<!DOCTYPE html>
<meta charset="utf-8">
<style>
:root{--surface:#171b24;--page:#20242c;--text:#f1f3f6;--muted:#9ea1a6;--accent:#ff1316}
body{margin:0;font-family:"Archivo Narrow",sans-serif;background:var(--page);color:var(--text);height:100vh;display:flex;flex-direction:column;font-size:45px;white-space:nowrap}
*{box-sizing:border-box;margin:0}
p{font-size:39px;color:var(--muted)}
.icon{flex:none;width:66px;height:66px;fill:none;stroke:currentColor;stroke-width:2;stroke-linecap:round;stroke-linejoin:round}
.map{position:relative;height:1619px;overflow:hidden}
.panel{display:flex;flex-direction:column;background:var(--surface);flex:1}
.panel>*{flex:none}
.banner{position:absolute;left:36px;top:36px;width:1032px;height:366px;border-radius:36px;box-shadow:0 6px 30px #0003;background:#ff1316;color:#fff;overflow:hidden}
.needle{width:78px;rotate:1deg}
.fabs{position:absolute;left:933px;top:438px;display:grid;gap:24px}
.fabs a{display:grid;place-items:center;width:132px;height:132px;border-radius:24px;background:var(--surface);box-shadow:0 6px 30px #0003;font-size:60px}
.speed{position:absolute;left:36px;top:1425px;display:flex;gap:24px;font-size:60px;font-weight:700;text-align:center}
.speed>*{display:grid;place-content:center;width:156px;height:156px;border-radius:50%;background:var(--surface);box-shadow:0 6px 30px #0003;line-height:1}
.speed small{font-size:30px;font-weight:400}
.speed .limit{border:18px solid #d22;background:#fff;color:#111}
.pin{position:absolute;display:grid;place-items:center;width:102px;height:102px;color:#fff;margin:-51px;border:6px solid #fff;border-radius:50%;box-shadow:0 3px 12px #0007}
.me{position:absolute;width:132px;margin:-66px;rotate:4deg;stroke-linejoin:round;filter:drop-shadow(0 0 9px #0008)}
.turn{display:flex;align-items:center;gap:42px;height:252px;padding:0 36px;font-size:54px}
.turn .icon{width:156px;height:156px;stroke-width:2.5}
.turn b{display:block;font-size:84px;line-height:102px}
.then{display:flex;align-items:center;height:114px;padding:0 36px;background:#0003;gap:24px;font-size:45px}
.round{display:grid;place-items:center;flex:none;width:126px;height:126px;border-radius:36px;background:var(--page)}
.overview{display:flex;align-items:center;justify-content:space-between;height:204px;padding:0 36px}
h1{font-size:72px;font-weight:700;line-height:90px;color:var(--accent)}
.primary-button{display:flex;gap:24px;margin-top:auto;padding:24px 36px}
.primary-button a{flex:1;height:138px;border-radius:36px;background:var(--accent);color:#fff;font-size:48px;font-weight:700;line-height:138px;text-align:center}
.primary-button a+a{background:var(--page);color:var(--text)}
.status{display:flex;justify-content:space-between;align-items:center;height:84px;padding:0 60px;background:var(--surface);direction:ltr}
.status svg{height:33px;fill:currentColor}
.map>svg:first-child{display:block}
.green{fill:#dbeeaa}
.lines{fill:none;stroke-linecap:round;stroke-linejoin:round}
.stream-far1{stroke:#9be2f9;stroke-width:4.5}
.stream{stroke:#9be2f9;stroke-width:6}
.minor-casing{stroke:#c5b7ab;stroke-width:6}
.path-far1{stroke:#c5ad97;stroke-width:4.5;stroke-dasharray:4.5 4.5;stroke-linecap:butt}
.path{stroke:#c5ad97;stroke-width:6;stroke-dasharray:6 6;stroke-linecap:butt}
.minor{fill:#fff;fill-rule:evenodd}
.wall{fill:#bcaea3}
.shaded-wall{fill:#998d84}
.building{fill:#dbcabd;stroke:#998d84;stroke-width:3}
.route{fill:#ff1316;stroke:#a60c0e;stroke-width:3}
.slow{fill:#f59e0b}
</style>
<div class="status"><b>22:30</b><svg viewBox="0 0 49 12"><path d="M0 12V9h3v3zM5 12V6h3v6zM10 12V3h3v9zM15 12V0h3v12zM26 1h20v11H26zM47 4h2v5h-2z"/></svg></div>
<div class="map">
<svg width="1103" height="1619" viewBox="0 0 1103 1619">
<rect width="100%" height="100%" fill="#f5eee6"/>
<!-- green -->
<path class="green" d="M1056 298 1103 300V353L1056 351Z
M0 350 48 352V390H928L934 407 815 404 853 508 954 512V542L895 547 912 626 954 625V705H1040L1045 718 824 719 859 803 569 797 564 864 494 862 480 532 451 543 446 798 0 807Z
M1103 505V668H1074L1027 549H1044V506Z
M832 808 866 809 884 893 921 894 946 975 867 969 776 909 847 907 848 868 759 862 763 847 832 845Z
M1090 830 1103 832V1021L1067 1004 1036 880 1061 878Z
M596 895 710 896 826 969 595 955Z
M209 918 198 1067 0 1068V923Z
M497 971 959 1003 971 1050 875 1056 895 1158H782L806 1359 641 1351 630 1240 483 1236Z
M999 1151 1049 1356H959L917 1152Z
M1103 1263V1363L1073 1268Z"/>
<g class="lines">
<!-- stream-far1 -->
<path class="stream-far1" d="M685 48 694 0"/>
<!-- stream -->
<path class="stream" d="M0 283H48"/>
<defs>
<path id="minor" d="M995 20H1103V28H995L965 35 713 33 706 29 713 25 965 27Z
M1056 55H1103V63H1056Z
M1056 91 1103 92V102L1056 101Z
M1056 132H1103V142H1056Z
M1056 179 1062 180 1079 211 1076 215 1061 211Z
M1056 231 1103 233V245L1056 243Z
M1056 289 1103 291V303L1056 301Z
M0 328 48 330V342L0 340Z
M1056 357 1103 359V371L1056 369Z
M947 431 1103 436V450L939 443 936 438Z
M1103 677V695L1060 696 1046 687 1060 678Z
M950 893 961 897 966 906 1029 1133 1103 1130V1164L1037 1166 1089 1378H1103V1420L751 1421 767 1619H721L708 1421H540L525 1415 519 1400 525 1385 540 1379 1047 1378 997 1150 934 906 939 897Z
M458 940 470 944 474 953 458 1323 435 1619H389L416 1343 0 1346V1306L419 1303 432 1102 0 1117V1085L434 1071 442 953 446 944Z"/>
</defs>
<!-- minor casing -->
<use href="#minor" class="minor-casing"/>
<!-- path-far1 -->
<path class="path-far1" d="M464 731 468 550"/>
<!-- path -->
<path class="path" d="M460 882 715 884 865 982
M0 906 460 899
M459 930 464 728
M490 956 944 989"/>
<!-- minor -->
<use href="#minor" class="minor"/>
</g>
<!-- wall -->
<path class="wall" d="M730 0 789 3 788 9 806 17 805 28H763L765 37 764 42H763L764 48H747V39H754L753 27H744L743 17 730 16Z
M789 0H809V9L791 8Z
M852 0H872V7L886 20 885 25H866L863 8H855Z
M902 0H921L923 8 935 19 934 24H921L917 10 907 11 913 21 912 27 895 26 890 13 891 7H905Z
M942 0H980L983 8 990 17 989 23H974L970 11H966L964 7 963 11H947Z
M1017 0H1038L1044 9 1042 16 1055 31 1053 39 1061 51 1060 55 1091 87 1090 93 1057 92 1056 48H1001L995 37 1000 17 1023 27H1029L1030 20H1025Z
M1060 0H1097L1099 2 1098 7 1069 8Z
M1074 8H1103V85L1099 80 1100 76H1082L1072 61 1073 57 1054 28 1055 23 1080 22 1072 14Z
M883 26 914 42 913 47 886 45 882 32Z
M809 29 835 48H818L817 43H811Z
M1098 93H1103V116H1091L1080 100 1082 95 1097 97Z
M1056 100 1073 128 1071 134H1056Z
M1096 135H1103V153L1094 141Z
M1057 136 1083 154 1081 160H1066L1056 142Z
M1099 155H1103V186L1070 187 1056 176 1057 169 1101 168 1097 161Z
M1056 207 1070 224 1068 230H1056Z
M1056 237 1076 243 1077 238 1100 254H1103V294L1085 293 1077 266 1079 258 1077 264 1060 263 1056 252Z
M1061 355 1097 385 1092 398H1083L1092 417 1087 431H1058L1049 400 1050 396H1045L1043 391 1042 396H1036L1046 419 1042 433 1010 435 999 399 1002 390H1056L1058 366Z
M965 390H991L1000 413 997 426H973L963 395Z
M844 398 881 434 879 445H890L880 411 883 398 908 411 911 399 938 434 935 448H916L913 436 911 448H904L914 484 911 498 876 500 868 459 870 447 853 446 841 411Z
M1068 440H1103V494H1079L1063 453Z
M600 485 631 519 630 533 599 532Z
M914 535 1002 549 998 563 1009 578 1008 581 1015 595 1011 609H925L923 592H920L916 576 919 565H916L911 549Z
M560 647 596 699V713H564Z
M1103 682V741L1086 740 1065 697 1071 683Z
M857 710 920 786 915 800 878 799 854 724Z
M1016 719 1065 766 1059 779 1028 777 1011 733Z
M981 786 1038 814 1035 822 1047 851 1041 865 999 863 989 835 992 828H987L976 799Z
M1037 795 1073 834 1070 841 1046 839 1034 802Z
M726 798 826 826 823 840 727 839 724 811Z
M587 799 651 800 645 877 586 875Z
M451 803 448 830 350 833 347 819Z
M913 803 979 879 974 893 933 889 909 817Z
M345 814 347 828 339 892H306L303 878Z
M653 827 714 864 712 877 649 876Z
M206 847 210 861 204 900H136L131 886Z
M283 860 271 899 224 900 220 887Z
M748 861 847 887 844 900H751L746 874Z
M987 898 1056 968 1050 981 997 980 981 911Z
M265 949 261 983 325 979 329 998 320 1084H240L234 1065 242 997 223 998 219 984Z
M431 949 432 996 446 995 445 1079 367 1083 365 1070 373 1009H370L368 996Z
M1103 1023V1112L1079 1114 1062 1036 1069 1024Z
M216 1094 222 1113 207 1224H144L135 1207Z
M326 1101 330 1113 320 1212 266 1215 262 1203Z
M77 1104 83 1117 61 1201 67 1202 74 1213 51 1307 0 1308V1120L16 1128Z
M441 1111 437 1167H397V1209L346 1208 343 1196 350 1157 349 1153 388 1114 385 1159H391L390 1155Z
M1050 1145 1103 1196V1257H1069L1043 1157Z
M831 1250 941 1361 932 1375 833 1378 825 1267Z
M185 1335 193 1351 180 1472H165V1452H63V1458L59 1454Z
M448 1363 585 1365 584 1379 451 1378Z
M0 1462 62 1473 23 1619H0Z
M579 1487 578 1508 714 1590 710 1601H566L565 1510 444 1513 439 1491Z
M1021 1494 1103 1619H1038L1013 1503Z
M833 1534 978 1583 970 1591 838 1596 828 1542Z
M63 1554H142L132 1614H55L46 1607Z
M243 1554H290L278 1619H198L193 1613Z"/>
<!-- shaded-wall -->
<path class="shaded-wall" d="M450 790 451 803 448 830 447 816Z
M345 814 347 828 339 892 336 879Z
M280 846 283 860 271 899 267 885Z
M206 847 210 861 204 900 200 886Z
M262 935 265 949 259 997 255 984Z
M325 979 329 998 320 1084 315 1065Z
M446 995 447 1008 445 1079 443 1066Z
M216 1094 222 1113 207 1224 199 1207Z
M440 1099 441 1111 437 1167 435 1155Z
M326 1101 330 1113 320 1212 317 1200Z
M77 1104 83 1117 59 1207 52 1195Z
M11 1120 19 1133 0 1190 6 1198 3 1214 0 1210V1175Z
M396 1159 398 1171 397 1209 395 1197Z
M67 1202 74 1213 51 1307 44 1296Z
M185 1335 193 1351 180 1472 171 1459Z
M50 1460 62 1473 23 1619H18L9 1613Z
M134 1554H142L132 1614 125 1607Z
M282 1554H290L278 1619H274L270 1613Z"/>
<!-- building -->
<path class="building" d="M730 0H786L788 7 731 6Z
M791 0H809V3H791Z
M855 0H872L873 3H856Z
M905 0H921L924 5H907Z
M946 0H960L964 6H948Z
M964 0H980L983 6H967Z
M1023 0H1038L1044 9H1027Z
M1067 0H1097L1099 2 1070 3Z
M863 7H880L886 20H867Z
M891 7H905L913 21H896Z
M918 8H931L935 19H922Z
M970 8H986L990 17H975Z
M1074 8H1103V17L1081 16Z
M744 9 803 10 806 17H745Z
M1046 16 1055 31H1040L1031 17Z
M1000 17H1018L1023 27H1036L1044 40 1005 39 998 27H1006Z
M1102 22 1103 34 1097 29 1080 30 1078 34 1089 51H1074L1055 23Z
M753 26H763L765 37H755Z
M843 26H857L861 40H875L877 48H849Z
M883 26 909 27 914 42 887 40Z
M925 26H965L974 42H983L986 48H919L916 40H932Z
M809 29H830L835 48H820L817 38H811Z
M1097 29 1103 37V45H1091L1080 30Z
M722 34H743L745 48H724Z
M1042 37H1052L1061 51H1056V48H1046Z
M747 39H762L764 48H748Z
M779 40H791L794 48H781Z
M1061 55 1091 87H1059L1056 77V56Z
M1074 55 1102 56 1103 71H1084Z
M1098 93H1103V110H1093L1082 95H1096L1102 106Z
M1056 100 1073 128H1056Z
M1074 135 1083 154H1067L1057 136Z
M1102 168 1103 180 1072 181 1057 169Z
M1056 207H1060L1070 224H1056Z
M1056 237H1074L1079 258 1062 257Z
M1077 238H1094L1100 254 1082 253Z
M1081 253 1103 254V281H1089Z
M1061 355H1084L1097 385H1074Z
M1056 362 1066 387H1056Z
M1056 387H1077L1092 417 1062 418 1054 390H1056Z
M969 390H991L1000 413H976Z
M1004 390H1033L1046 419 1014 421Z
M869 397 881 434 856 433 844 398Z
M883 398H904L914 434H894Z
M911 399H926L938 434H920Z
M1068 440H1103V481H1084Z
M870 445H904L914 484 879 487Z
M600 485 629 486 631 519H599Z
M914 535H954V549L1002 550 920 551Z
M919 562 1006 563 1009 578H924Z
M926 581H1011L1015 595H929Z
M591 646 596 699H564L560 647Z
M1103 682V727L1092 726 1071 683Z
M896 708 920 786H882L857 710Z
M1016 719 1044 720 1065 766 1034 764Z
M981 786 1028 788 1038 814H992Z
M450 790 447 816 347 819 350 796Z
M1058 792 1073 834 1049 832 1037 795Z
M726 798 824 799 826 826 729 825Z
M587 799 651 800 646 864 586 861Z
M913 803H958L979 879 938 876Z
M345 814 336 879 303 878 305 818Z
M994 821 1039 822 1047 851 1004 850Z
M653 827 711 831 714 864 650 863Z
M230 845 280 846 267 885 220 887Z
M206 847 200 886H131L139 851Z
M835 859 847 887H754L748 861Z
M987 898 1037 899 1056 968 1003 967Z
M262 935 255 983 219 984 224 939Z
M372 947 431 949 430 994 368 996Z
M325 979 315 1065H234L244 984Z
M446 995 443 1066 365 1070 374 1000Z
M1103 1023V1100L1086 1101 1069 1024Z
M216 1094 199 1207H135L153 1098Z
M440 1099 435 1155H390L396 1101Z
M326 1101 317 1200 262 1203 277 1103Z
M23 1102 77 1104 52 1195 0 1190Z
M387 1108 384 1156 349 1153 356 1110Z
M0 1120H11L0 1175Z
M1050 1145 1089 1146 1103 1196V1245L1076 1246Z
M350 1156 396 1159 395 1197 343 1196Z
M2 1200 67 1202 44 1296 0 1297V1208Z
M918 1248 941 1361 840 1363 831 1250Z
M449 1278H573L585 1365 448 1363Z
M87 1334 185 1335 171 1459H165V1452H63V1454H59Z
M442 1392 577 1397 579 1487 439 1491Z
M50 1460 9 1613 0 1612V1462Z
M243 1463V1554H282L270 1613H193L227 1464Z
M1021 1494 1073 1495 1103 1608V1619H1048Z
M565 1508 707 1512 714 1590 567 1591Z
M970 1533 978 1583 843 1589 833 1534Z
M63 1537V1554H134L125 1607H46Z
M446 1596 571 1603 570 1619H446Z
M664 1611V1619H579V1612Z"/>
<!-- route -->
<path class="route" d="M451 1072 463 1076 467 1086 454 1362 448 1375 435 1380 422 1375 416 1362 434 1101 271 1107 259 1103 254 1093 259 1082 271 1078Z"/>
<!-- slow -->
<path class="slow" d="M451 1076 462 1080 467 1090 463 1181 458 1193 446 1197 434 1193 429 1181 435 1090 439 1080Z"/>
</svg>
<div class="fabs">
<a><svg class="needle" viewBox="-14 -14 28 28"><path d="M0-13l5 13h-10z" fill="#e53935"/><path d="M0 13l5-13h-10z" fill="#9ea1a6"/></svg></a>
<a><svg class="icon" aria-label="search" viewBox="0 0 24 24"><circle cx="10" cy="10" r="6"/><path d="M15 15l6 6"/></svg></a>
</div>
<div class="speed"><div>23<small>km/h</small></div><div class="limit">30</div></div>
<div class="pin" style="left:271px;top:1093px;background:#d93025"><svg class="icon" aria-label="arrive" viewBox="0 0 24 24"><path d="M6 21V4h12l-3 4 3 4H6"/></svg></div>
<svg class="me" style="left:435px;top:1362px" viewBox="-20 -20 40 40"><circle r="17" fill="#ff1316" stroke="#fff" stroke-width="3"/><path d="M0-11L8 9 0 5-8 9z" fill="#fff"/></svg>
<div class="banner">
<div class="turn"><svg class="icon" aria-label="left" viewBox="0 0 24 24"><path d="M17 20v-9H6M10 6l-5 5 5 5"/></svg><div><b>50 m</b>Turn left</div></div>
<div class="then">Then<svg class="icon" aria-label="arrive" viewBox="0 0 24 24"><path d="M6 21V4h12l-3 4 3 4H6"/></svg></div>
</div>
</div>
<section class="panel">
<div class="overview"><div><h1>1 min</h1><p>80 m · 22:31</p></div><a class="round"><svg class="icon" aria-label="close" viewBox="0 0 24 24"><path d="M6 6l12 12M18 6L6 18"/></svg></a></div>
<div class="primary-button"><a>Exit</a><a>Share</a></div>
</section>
■ ■ ■ ■ ■
# [Work required]
Copy out every line of the records that the string "block" appears in.

# [Exercise answer]
.turn b{display:block;font-size:84px;line-height:102px}
.map>svg:first-child{display:block}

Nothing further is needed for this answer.